## WHAT TO WORK ON
If a line in the data holds "scale", copy that line out in full.

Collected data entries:
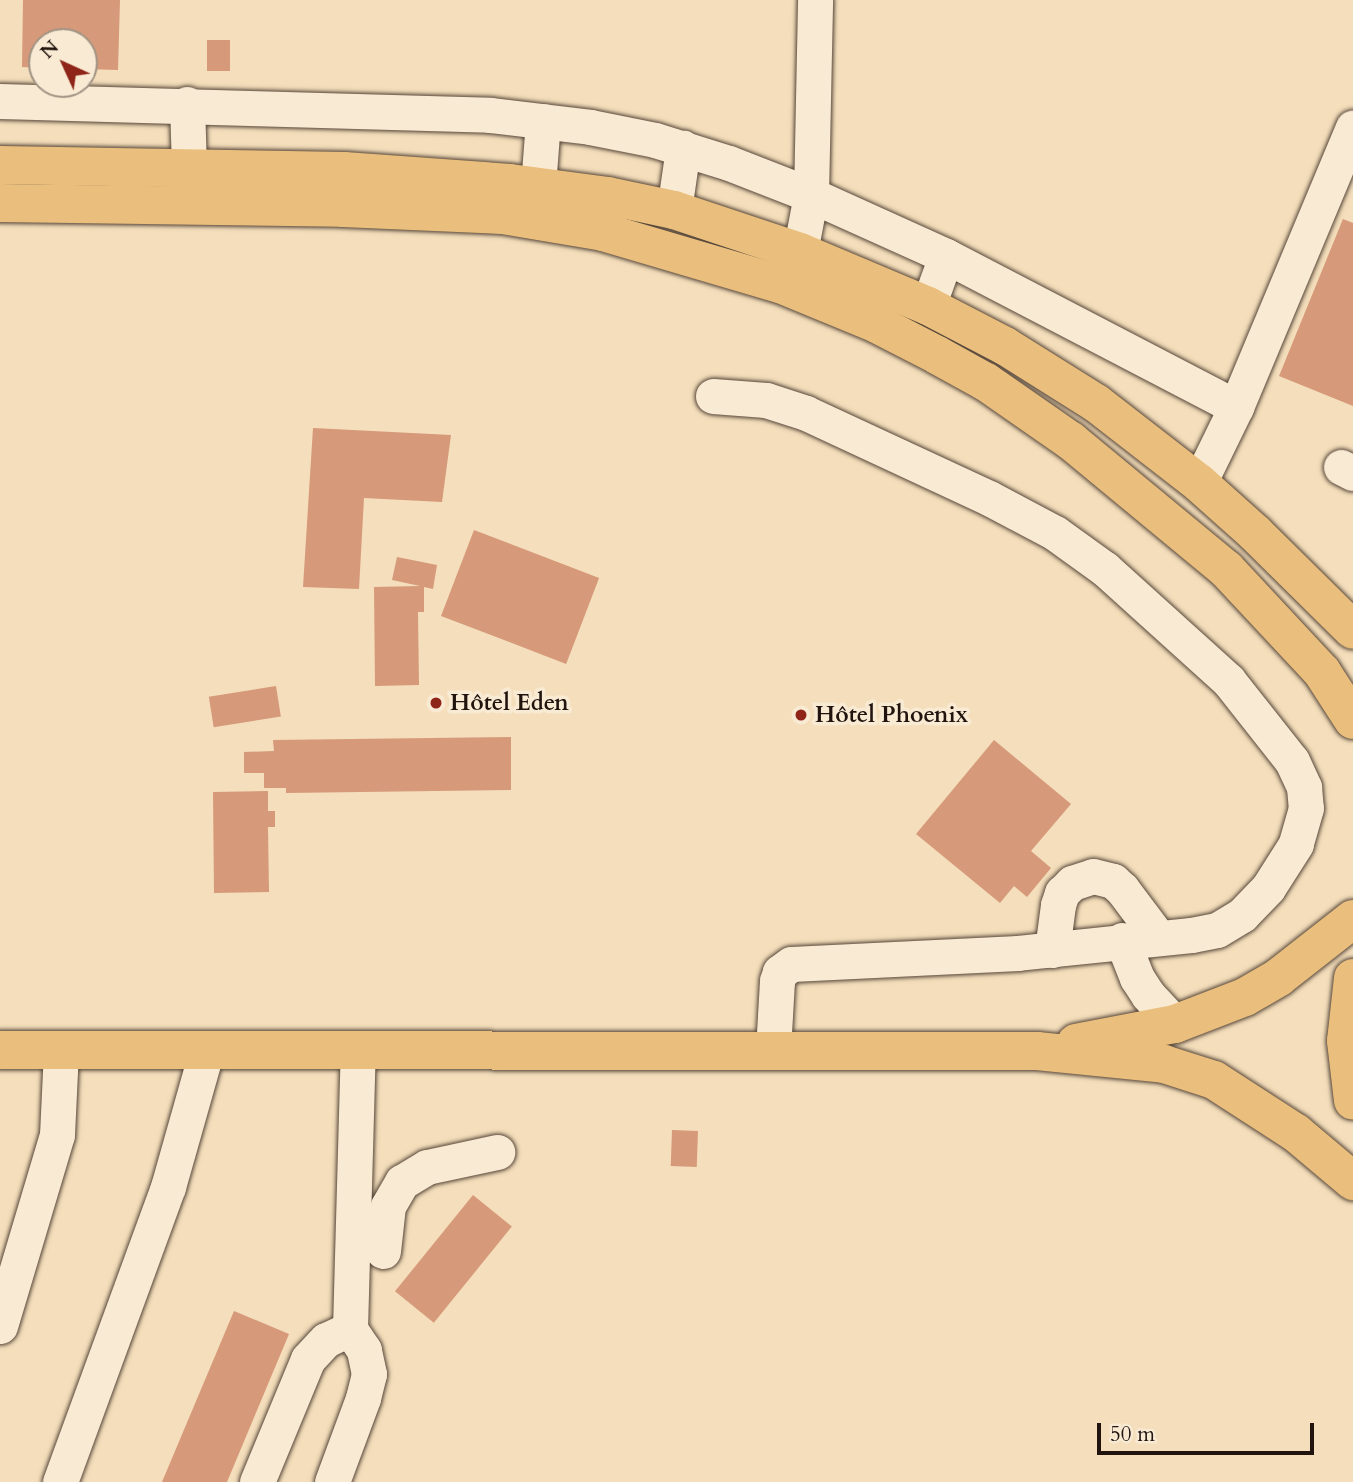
<!DOCTYPE html>
<html>
<head>
<meta charset="utf-8">
<style>
  body { margin:0 }
  #map { position:relative; width:1353px; height:1482px; overflow:hidden; background:#f4debb; font-family:Cardo,serif }
  div>[style] { position:absolute }
  .building>* { inset:0; background:#d6997a; transform-origin:0 0 }
  .roads { filter:drop-shadow(0 0 2px #564639) drop-shadow(0 0 2px #564639) }
  .minor>* { height:35px; margin:-17.5px; padding:0 17.5px; transform-origin:17.5px; border-radius:17.5px; background:#f8ead3 }
  .major>* { height:38px; margin:-19px; padding:0 19px; transform-origin:19px; border-radius:19px; background:#eabf7e }
  .dots>* { width:19px; height:19px; translate:-50% -50%; box-sizing:border-box; border:4px solid #f8ead3; border-radius:50% }
  span { translate:-50% -50%; white-space:nowrap; text-align:center; line-height:1.15; -webkit-text-stroke:7px #f8ead3; paint-order:stroke }
  .poi-label { font-size:23px; color:#21140e; font-weight:700 }
  .left { translate:0 -50%; text-align:left }
  .north { position:absolute; left:28px; top:28px; width:70px; height:70px; box-sizing:border-box; background:#f8ead3; border:2px solid #a29484; border-radius:50%; rotate:315deg; font-size:19px; font-weight:700; line-height:28px; text-align:center; color:#21140e }
  .north::after { content:''; display:block; margin:auto; width:24px; height:32px; background:#8f2418; clip-path:polygon(50% 0,100% 100%,50% 72%,0 100%) }
  .scale { position:absolute; left:1097px; top:1423px; width:217px; height:32px; box-sizing:border-box; border:4px solid #21140e; border-top:0; padding-left:9px; font-size:21px; line-height:24px; white-space:nowrap; color:#21140e; -webkit-text-stroke:5px #f8ead3; paint-order:stroke }
</style>
</head>
<body>
<div id="map">
  <div class="building">
    <i style="clip-path:polygon(23px 0,120px 0,118px 70px,84px 69px,84px 42px,42px 42px,42px 68px,22px 67px)"></i>
    <i style="left:207px;top:40px;width:23px;height:31px"></i>
    <i style="clip-path:polygon(1343px 219px,1353px 223px,1353px 406px,1279px 376px)"></i>
    <i style="clip-path:polygon(313px 428px,451px 435px,442px 502px,364px 498px,359px 589px,303px 587px)"></i>
    <i style="left:474px;top:530px;width:134px;height:92px;rotate:21deg"></i>
    <i style="clip-path:polygon(397px 557px,437px 565px,433px 589px,424px 587px,424px 612px,418px 612px,419px 685px,375px 686px,374px 587px,420px 586px,392px 580px)"></i>
    <i style="left:276px;top:686px;width:31px;height:68px;rotate:81deg"></i>
    <i style="clip-path:polygon(511px 737px,511px 790px,286px 793px,286px 788px,264px 788px,264px 773px,244px 773px,244px 752px,274px 751px,273px 740px)"></i>
    <i style="clip-path:polygon(994px 740px,1071px 804px,1031px 851px,1051px 868px,1027px 897px,1014px 886px,1000px 903px,916px 834px)"></i>
    <i style="clip-path:polygon(268px 791px,268px 811px,275px 811px,275px 827px,268px 827px,269px 892px,214px 893px,213px 792px)"></i>
    <i style="left:672px;top:1130px;width:26px;height:36px;rotate:2deg"></i>
    <i style="left:473px;top:1195px;width:50px;height:124px;rotate:39deg"></i>
    <i style="clip-path:polygon(234px 1311px,289px 1334px,227px 1482px,162px 1482px)"></i>
  </div>
  <div class="roads">
    <div class="minor">
      <i style="left:0;top:101px;width:490px;rotate:1.6deg"></i>
      <i style="left:490px;top:115px;width:101px;rotate:6.8deg"></i>
      <i style="left:590px;top:127px;width:66px;rotate:11.3deg"></i>
      <i style="left:655px;top:140px;width:77px;rotate:17.3deg"></i>
      <i style="left:729px;top:163px;width:88px;rotate:21.3deg"></i>
      <i style="left:811px;top:195px;width:148px;rotate:24.3deg"></i>
      <i style="left:946px;top:256px;width:327px;rotate:27.5deg"></i>
      <i style="left:187px;top:104px;width:65px;rotate:88.2deg"></i>
      <i style="left:538px;top:186px;width:65px;rotate:-85.6deg"></i>
      <i style="left:674px;top:210px;width:63px;rotate:-81.7deg"></i>
      <i style="left:800px;top:252px;width:58px;rotate:-79.1deg"></i>
      <i style="left:811px;top:195px;width:195px;rotate:-88.8deg"></i>
      <i style="left:928px;top:306px;width:53px;rotate:-70.2deg"></i>
      <i style="left:713px;top:396px;width:53px;rotate:4.3deg"></i>
      <i style="left:766px;top:400px;width:42px;rotate:18deg"></i>
      <i style="left:806px;top:413px;width:202px;rotate:24.9deg"></i>
      <i style="left:989px;top:498px;width:75px;rotate:27.9deg"></i>
      <i style="left:1055px;top:533px;width:62px;rotate:35.8deg"></i>
      <i style="left:1105px;top:569px;width:166px;rotate:42.1deg"></i>
      <i style="left:1228px;top:680px;width:103px;rotate:51.7deg"></i>
      <i style="left:1292px;top:761px;width:29px;rotate:65deg"></i>
      <i style="left:1304px;top:787px;width:21px;rotate:85deg"></i>
      <i style="left:1306px;top:808px;width:37px;rotate:106deg"></i>
      <i style="left:1296px;top:844px;width:52px;rotate:122.5deg"></i>
      <i style="left:1268px;top:888px;width:37px;rotate:134deg"></i>
      <i style="left:1242px;top:915px;width:29px;rotate:149deg"></i>
      <i style="left:1217px;top:930px;width:26px;rotate:169deg"></i>
      <i style="left:1191px;top:935px;width:174px;rotate:174.1deg"></i>
      <i style="left:1018px;top:953px;width:227px;rotate:177.2deg"></i>
      <i style="left:791px;top:964px;width:14px;rotate:144deg"></i>
      <i style="left:780px;top:972px;width:9px;rotate:108deg"></i>
      <i style="left:777px;top:981px;width:69px;rotate:93.3deg"></i>
      <i style="left:1341px;top:467px;width:13px;rotate:27deg"></i>
      <i style="left:1199px;top:483px;width:85px;rotate:-64deg"></i>
      <i style="left:1236px;top:407px;width:303px;rotate:-67.3deg"></i>
      <i style="left:1122px;top:940px;width:41px;rotate:68.5deg"></i>
      <i style="left:1137px;top:978px;width:20px;rotate:57deg"></i>
      <i style="left:1148px;top:995px;width:40px;rotate:47deg"></i>
      <i style="left:1052px;top:950px;width:45px;rotate:-82.4deg"></i>
      <i style="left:1058px;top:905px;width:13px;rotate:-72deg"></i>
      <i style="left:1062px;top:893px;width:14px;rotate:-45deg"></i>
      <i style="left:1072px;top:883px;width:22px;rotate:-18deg"></i>
      <i style="left:1093px;top:876px;width:21px;rotate:14deg"></i>
      <i style="left:1113px;top:881px;width:12px;rotate:42deg"></i>
      <i style="left:1122px;top:889px;width:60px;rotate:53.1deg"></i>
      <i style="left:383px;top:1251px;width:45px;rotate:-83.7deg"></i>
      <i style="left:388px;top:1206px;width:28px;rotate:-60deg"></i>
      <i style="left:402px;top:1182px;width:29px;rotate:-31deg"></i>
      <i style="left:427px;top:1167px;width:72px;rotate:-12.1deg"></i>
      <i style="left:0;top:1326px;width:199px;rotate:-73.4deg"></i>
      <i style="left:57px;top:1135px;width:86px;rotate:-87.3deg"></i>
      <i style="left:60px;top:1482px;width:314px;rotate:-69.9deg"></i>
      <i style="left:168px;top:1187px;width:143px;rotate:-74.2deg"></i>
      <i style="left:257px;top:1482px;width:133px;rotate:-67.5deg"></i>
      <i style="left:308px;top:1359px;width:26px;rotate:-47deg"></i>
      <i style="left:326px;top:1340px;width:26px;rotate:-25deg"></i>
      <i style="left:332px;top:1482px;width:90px;rotate:-69.7deg"></i>
      <i style="left:363px;top:1398px;width:25px;rotate:-76deg"></i>
      <i style="left:369px;top:1374px;width:25px;rotate:-102deg"></i>
      <i style="left:364px;top:1350px;width:25px;rotate:-124deg"></i>
      <i style="left:350px;top:1329px;width:279px;rotate:-88.4deg"></i>
    </div>
    <div class="major">
      <i style="left:0;top:165px;width:344px;rotate:1deg"></i>
      <i style="left:344px;top:171px;width:166px;rotate:4.1deg"></i>
      <i style="left:510px;top:183px;width:99px;rotate:7.6deg"></i>
      <i style="left:608px;top:196px;width:67px;rotate:12deg"></i>
      <i style="left:674px;top:210px;width:133px;rotate:18.4deg"></i>
      <i style="left:800px;top:252px;width:139px;rotate:22.9deg"></i>
      <i style="left:928px;top:306px;width:87px;rotate:27.5deg"></i>
      <i style="left:1005px;top:346px;width:107px;rotate:32.1deg"></i>
      <i style="left:1096px;top:403px;width:130px;rotate:37.8deg"></i>
      <i style="left:1199px;top:483px;width:76px;rotate:41.8deg"></i>
      <i style="left:1256px;top:534px;width:136px;rotate:44.7deg"></i>
      <i style="left:0;top:203px;width:343px;rotate:0.8deg"></i>
      <i style="left:343px;top:208px;width:160px;rotate:2.5deg"></i>
      <i style="left:503px;top:215px;width:101px;rotate:9.6deg"></i>
      <i style="left:603px;top:232px;width:184px;rotate:16.4deg"></i>
      <i style="left:780px;top:284px;width:105px;rotate:22.4deg"></i>
      <i style="left:877px;top:324px;width:68px;rotate:27.3deg"></i>
      <i style="left:937px;top:355px;width:56px;rotate:28.9deg"></i>
      <i style="left:986px;top:382px;width:103px;rotate:34.8deg"></i>
      <i style="left:1071px;top:441px;width:201px;rotate:39.6deg"></i>
      <i style="left:1226px;top:569px;width:141px;rotate:47deg"></i>
      <i style="left:1322px;top:672px;width:57px;rotate:57.1deg"></i>
      <i style="left:1353px;top:978px;width:63px;rotate:96.3deg"></i>
      <i style="left:1346px;top:1041px;width:60px;rotate:83.3deg"></i>
      <i style="left:1076px;top:1043px;width:101px;rotate:-10.9deg"></i>
      <i style="left:1175px;top:1024px;width:75px;rotate:-21.1deg"></i>
      <i style="left:1245px;top:997px;width:39px;rotate:-30deg"></i>
      <i style="left:1279px;top:977px;width:94px;rotate:-38.1deg"></i>
      <i style="left:0;top:1050px;width:1037px;rotate:0.06deg"></i>
      <i style="left:1037px;top:1051px;width:128px;rotate:5.8deg"></i>
      <i style="left:1164px;top:1064px;width:52px;rotate:17.7deg"></i>
      <i style="left:1214px;top:1080px;width:98px;rotate:32.9deg"></i>
      <i style="left:1296px;top:1133px;width:75px;rotate:40.1deg"></i>
    </div>
  </div>
  <div class="dots">
    <i style="left:436px;top:703px;background:#8f2418"></i>
    <i style="left:801px;top:715px;background:#8f2418"></i>
  </div>
  <div class="poi-label">
    <span class="left" style="left:450px;top:703px">Hôtel Eden</span>
    <span class="left" style="left:815px;top:715px">Hôtel Phoenix</span>
  </div>
  <div class="north">N</div>
  <div class="scale">50 m</div>
</div>
</body>
</html>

## ANSWER SECTION
  .scale { position:absolute; left:1097px; top:1423px; width:217px; height:32px; box-sizing:border-box; border:4px solid #21140e; border-top:0; padding-left:9px; font-size:21px; line-height:24px; white-space:nowrap; color:#21140e; -webkit-text-stroke:5px #f8ead3; paint-order:stroke }
  <div class="scale">50 m</div>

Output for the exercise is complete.